The live-action Halo series is coming to Paramount+ later this month, and Pablo Schreiber (American Gods, Orange is the New Black) will be donning the Master Chief outfit. Master Chief is an iconic hero in the Halo video game franchise, and the new series follows the Spartan supersoldier as he deals with an alien threat known as the Covenant.
Halo fans are accustomed to not seeing the Spartan’s face, but that’s about to change in the Paramount+ series. In a recent roundtable interview with Schreiber, he reveals why the show unmasks Master Chief early on and also what it’s like to be a supersoldier on the set.
“I stand at about six-five outside of my Mjolnir armor,” Schreiber tells Nerd Reactor. “The boots of the suit add about four or five inches, where I think in Halo mythology, the Spartans are all supposed to be over seven feet. We’re not quite there, but we’re getting pretty darn close. And with the way things are shot on TV, you know, six foot ten or six-eleven in the suit looks pretty, pretty close to seven-foot, especially when you’re shooting. The Marines that we use are all people who are under six feet. So, the height discrepancy between the Spartans and the Marines should feel quite real and look the part.”

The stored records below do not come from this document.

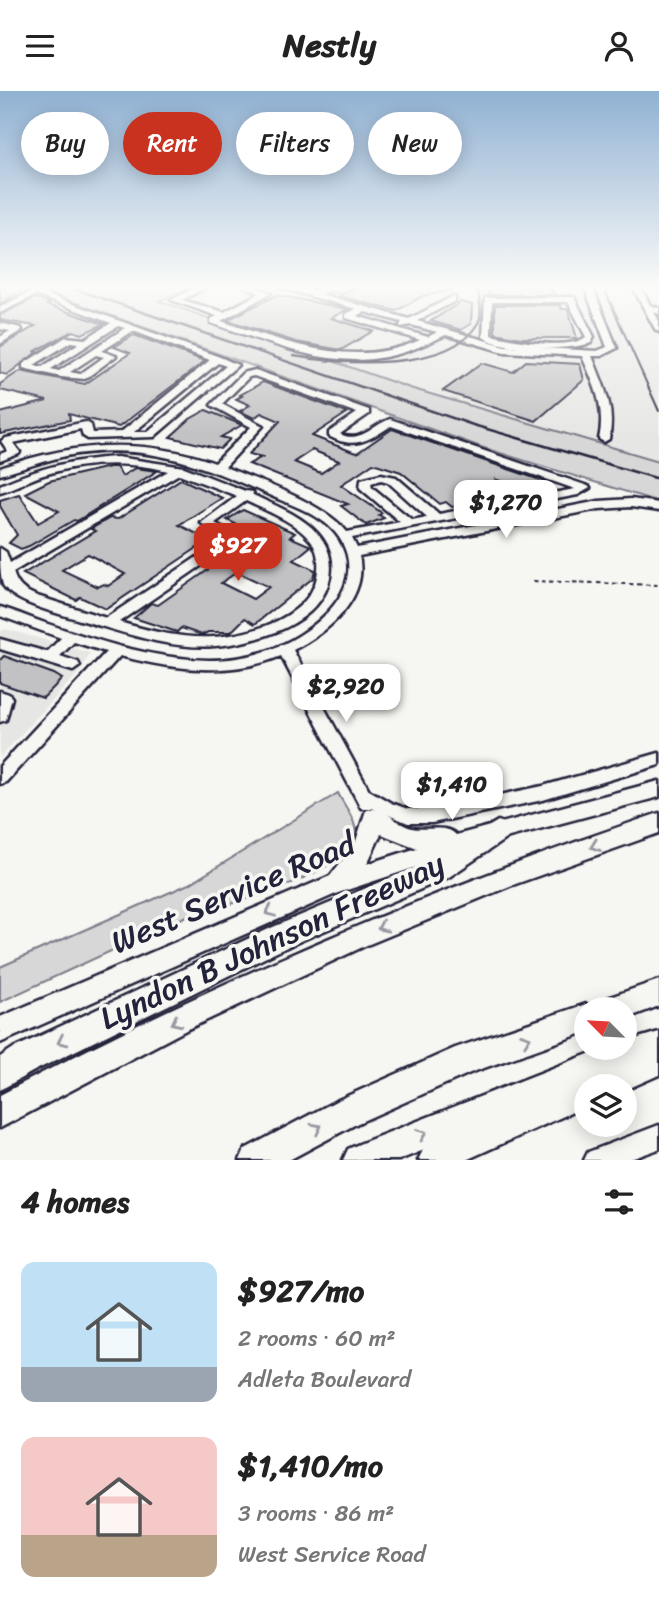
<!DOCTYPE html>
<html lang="en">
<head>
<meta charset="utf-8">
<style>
  :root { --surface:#fff; --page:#f6f6f6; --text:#222; --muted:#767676; --accent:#c8321e }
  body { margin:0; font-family:Sriracha,sans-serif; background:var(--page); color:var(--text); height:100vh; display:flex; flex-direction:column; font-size:26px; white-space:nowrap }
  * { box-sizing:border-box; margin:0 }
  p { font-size:23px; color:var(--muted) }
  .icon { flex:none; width:38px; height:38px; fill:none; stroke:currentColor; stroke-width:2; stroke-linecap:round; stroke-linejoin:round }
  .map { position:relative; height:1069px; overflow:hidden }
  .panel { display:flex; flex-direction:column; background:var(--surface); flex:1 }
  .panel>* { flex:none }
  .guide { position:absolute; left:21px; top:21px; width:618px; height:63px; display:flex; gap:14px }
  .needle { width:46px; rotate:294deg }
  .buttons { position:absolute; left:574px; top:906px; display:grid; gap:14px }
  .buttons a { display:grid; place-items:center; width:63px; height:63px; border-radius:50%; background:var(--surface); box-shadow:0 4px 18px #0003; font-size:35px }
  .price { position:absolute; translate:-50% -60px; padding:0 16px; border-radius:14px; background:#fff; color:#222; font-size:23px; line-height:46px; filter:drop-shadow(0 2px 4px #0008) }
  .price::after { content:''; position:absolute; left:50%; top:42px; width:21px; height:16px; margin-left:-10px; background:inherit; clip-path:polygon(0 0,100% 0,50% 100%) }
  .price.selected { background:var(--accent); color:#fff }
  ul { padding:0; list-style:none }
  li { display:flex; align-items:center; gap:21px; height:175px; padding:0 21px }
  li span { display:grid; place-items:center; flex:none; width:196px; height:140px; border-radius:14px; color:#555 }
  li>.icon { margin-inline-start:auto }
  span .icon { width:84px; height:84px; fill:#fffc; stroke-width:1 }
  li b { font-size:30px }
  h2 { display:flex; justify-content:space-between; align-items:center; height:84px; padding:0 21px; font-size:30px }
  .tag { padding:0 24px; border-radius:32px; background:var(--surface); box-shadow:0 4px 18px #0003; font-size:24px; line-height:63px }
  .tag.selected { background:var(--accent); color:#fff }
  header { display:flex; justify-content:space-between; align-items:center; height:91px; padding:0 21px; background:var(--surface); font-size:32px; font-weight:700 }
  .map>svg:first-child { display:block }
</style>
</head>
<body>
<header><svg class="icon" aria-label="menu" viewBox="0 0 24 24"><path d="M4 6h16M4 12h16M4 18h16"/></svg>Nestly<svg class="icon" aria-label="person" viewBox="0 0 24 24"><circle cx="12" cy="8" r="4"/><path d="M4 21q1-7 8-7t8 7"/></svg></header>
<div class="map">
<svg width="659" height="1069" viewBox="0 0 659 1069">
  <rect width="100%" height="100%" fill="#f6f6f2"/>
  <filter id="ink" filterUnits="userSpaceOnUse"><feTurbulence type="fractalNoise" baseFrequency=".0143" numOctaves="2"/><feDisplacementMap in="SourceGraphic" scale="14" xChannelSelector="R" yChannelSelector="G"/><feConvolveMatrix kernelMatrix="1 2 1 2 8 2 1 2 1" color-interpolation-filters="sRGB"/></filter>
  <g filter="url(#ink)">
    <g fill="#e6e6e4">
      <polygon points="114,195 659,195 659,370 410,297"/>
      <polygon points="6,538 90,562 82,578 0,666 0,540"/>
    </g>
    <g fill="#d7d7d7" stroke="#7c7c89" stroke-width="2">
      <polygon points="28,195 193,195 159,210 410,297 659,370 659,411 484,357"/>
      <path d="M338 702C344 715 359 732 355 746 346 781 231 816 198 820L0 911V876L191 792Z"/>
    </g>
    <g fill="#c2c2c4" stroke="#22223b" stroke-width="2" fill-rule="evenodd">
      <polygon points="6,195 29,195 0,213 0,198"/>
      <polygon points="359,195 454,195 454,199 423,205 396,220 339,205"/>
      <polygon points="487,195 548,195 556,204 489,204"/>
      <polygon points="277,204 348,218 331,227 373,240 341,259 296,251 227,229"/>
      <polygon points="35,207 50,212 47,214 104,233 82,243 73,240 65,244 34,261 37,261 7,284 0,282 0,256 35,235 0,229 0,224"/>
      <polygon points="461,211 472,214 471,233 461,239 431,230"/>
      <polygon points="495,214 560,214 562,218 568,218 577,247 521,247 495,242"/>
      <polygon points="134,244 205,270 119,336 69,323 70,329 0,343 0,322 47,310 0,299 0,293 20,280 85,293 130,262 114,256"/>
      <polygon points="526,270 580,273 584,289 536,330 443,300 482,272 513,281"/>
      <path d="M263 291 347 322 312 345 353 361 357 362 392 338 549 392 538 402 497 389 508 403 452 416 446 411 440 413 401 381 373 372 341 394 382 422 379 424 384 427 366 434 341 415 348 413 249 373 262 366 249 363 280 330 261 322 254 327 240 320 250 314 236 308 242 305 240 304ZM312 359 339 370 321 382 294 371Z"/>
      <polygon points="206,319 242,334 221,346 230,348 220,358 170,346 190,328"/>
      <polygon points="109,376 116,376 122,385 135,377 157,380 77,430 74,429 29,455 21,458 9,452 17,444 0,415 0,409 19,403 38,432 59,420 25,402 49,390"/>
      <path d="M181 388 222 407 179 434 209 449 106 518 80 506 76 509 23 483 95 440 91 438 110 427 118 428ZM88 463 125 483 108 495 104 493 98 496 62 479Z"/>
      <path d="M243 419 295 442 290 446 311 455 294 469 315 479 313 487 255 533 245 527 231 541H208L202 544 181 537 177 541 134 527 151 512 158 514 258 444 227 429ZM237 481 269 496 253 508 221 492Z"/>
      <polygon points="4,565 54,583 62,588 43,607 0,592 0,569"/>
    </g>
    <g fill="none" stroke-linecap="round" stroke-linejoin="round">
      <defs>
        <g id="minor">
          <path d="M199 195H209L182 209 224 221 260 202 243 195H253L271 202 221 230C286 251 354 279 420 249L346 227V223L356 218 282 197 281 195H292L313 200 322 195H350L341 201 330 199 321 203 409 228 452 206H455V210L417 230 505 255 597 260 607 256 584 195H592L617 257 601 265H592C603 294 616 316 609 348L604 351 599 348C606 316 594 294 582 265L504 261 446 244C426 253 407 262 385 266 326 278 265 250 211 232V228L217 225 171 209ZM365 221 402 231 400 234 401 236 411 234 437 241 428 246 357 225Z"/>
          <polygon points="632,195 640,195 650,214 659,217 659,223 654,221 659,230 659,241 655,238"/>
          <path d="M34 199 220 266 238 274 154 346 88 348 83 345 81 338 13 352 20 361 19 363 0 370V363L8 360 1 350 6 347 86 331 91 334 93 342 121 341 210 269 133 240 102 260 116 265 85 288 61 286 23 277V273L66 246 85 248 111 232 35 204 0 222V216ZM118 235 125 237 59 280 51 278ZM71 251 79 252 42 276 34 274ZM96 264 104 266 80 283 70 281ZM218 272 226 275 147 341H134Z"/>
          <path d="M574 206 594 246 591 252C566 260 505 260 483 246L485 207ZM492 211H568L586 246C567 260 514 249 491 244Z"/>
          <polygon points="0,232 21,237 22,239 0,253 0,246 10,240 0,238"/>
          <path d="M255 279 369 319V323L340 343C360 353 373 334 390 328L588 395 590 397 578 404 352 447 357 457 599 410 631 408 659 412V420L631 416 599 418 359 465C369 508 327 542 293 559L369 699 391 712 408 718H432L543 695 659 662V674L543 709 432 732H408L371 717H361L281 565C229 587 172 578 120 565L6 691 0 693V675L106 561 74 551 60 565 78 571 80 575 73 580 0 558V548L47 561 61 547 0 525V516C15 520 30 527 45 532 98 550 153 568 209 569 228 569 248 566 266 560 309 546 371 499 340 448 325 424 293 415 269 404 200 373 143 350 66 365 43 370 22 378 0 384V377C72 351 143 346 215 372L251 336 211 314 243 282ZM254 285 357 322 329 341V345C353 359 370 349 391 335L575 398 439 423 396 386 381 383 361 388 360 397 400 431 347 441C324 412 259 390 225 376L263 335 222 313 249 286ZM381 389 388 391 427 426 412 429 372 396 371 392Z"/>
          <path d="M117 366 184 376 245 400 252 401 253 404C274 414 301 424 317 442 328 454 333 469 330 486 321 534 257 551 215 555 169 559 123 541 80 529 60 523 13 512 3 494 0 483 0 469 0 457L6 461 10 472 168 380C128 370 86 371 47 383 31 387 16 397 0 401V394C42 376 71 369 117 366ZM179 383 237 405 201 432 224 448 106 527 37 505C24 500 17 495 13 481ZM246 410C267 420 294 430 310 449 317 457 319 468 318 479 314 526 253 543 214 546 182 548 150 540 119 531L233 453 237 447 235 444 215 432Z"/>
          <polygon points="0,600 9,603 12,607 6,629 0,631"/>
          <polygon points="659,1034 659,1058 628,1069 584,1069 588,1061"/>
        </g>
        <g id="major">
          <path d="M659 690V706L498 749 338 802 0 952V926L330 785 355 753 366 719C384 713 395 733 412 737 426 740 447 733 456 744ZM381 743 417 757 367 773Z"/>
          <polygon points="659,956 659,984 625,999 625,996 586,996 586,1015 466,1069 418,1069 423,1059"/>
        </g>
        <g id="highway">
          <path d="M659 722V742L510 795 367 854 186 939 0 1037V1004C212 891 431 799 659 722Z"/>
          <polygon points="498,730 507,733 510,740 507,747 449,786 291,854 34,980 0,999 0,966 12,958 273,836 431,770"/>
          <polygon points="659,889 659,915 625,928 625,919 586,919 586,941 470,982 358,1032 289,1069 240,1069 245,1058 336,1010 455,957 586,913 597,919 601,909"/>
          <polygon points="659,941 659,971 610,985 399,1069 343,1069 348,1058 359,1053 604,957 625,957 625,951"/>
        </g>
      </defs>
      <use href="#minor" stroke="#22223b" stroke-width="5"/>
      <use href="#major" stroke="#22223b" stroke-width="5"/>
      <use href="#highway" stroke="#22223b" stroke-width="5"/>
      <polyline stroke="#22223b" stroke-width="2" stroke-dasharray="4.5 3.5" stroke-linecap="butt" points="533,490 659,494"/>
      <use href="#minor" fill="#f6f6f2" fill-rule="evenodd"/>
      <use href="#major" fill="#f6f6f2" fill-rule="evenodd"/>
      <use href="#highway" fill="#f6f6f2" fill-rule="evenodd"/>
      <polyline stroke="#22223b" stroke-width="2" points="603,195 659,320"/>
      <g stroke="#22223b" stroke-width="2.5">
        <polyline points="66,195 473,334 659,388"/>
        <path d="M294 265C341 273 450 282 478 232 484 222 478 206 477 195"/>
      </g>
    </g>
    <defs><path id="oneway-chevron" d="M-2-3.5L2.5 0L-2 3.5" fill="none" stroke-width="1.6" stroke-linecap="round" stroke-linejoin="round" transform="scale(1.75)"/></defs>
    <g stroke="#9797a0">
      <use href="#oneway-chevron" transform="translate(595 755) rotate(160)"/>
      <use href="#oneway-chevron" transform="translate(270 821) rotate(157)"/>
      <use href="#oneway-chevron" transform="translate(382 836) rotate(155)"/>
      <use href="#oneway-chevron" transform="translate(176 931) rotate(153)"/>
      <use href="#oneway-chevron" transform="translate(526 948) rotate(-19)"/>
      <use href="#oneway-chevron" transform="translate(62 950) rotate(154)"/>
      <use href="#oneway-chevron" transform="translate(317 1037) rotate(-28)"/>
      <use href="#oneway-chevron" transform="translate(422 1043) rotate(-22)"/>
    </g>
  </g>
  <linearGradient id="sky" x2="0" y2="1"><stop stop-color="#90b1d3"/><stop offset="0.57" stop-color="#fbfbf9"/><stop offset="1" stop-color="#fbfbf9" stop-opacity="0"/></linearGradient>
  <rect width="659" height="344" fill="url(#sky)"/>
  <g text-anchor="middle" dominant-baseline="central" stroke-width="7" stroke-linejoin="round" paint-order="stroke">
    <g font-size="32" fill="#22223b" stroke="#f6f6f2">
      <text transform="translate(233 802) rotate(-23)">West Service Road</text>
      <text transform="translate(272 850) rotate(-25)">Lyndon B Johnson Freeway</text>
    </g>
  </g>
</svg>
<div class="buttons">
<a><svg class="needle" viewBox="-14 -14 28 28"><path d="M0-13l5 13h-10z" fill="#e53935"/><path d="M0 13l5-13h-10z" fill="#767676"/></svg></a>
<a><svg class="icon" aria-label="layers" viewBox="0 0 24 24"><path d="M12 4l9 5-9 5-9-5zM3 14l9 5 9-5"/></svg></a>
</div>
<b class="price" style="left:506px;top:449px">$1,270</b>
<b class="price selected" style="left:238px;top:492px">$927</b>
<b class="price" style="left:346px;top:633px">$2,920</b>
<b class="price" style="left:452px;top:731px">$1,410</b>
<div class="guide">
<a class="tag">Buy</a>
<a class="tag selected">Rent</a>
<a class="tag">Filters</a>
<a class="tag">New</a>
</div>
</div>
<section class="panel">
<h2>4 homes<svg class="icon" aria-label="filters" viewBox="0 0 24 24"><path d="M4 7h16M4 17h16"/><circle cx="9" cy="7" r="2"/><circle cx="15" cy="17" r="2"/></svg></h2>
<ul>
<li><span style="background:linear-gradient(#bfe0f5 75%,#9aa5b1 0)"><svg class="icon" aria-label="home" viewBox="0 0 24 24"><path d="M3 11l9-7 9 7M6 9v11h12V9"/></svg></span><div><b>$927/mo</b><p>2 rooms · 60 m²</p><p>Adleta Boulevard</p></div></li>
<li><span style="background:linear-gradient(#f6c9c9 70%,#b9a48a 0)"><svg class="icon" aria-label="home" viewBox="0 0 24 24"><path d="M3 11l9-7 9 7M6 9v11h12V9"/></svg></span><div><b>$1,410/mo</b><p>3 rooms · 86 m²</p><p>West Service Road</p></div></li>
</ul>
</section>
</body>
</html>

Paramount+ will be revealing Master Chief’s face, and Schreiber talks about the difference between the video game and television format and explains why the face reveal had to be done in the show.
“And it’s totally understandable when you realize that this is a character that, for the past 20-some years, we’ve all been playing as when we play the game,” Schreiber said of Master Chief during the roundtable interview. “There’s a co-ownership we all have over the Chief because we all have our own version of the Chief. He’s a symbol for all of us, right? And he’s been kept very vague because it’s a first-person shooter that we’re invited to play as him. So we fill in the opaque parts of his character with our own personality, and that was the setup of the video game for the past 20 years.”
“We’re making a television show,” he continued. “And it’s a long-form television series that we want to bring the audience along with us. We want the care of the audience to empathize with our protagonist. We want them to feel for him, and and relate to him. And the only way to do that is to have access to the face, so you can know what he’s feeling and what he’s thinking over the course of time. That’s how we relate to our television characters. And so it felt obvious and necessary that that was a step we were going to have to take and do it early to get the audience comfortable with it.”
Schreiber knows that there will be many fans who will have a hard time with the decision, but he hopes that they will understand it as the episodes come out.
“But we also realized how hard that was going to be for so many people, because of the feelings of attachment they have to the character,” the actor said. “And that’s all good, and that’s all great. And anybody who is willing to take that journey with us and experience the character of the Chief in a different way than they’ve experienced it before – because you’re no longer being asked to be a co-owner of the story – you’re now being asked to put the remote down, sit back on the couch, and learn about the Chief as he learns about his own humanity over the course of the first season. If you’re willing to come on that journey with us, I think it’s going to be incredibly rewarding.”
The Master Chief actor is also okay with those who won’t be okay with the decision, but he believes there is something for Halo fans.
“If you’re not and and you have an opinion that differs from that, I totally respect that opinion,” Schreiber said. “And you don’t have to. But, you know, I think it’s a world that’s going to be very pleasing for Halo fans because it feels so familiar. And it feels so much like the world that we all have come to love for so long. But I, just as much, am excited about exposing this world that I’ve fallen in love with over the past three years with people who have never played the game and to show them why we love it so much. The depth of this story and the amount of mythology and lore that have been established by some really creative and wonderful thinkers is such a wonderful place to be.”
The first episode of the Halo series will be out on March 24, 2022 on Paramount+.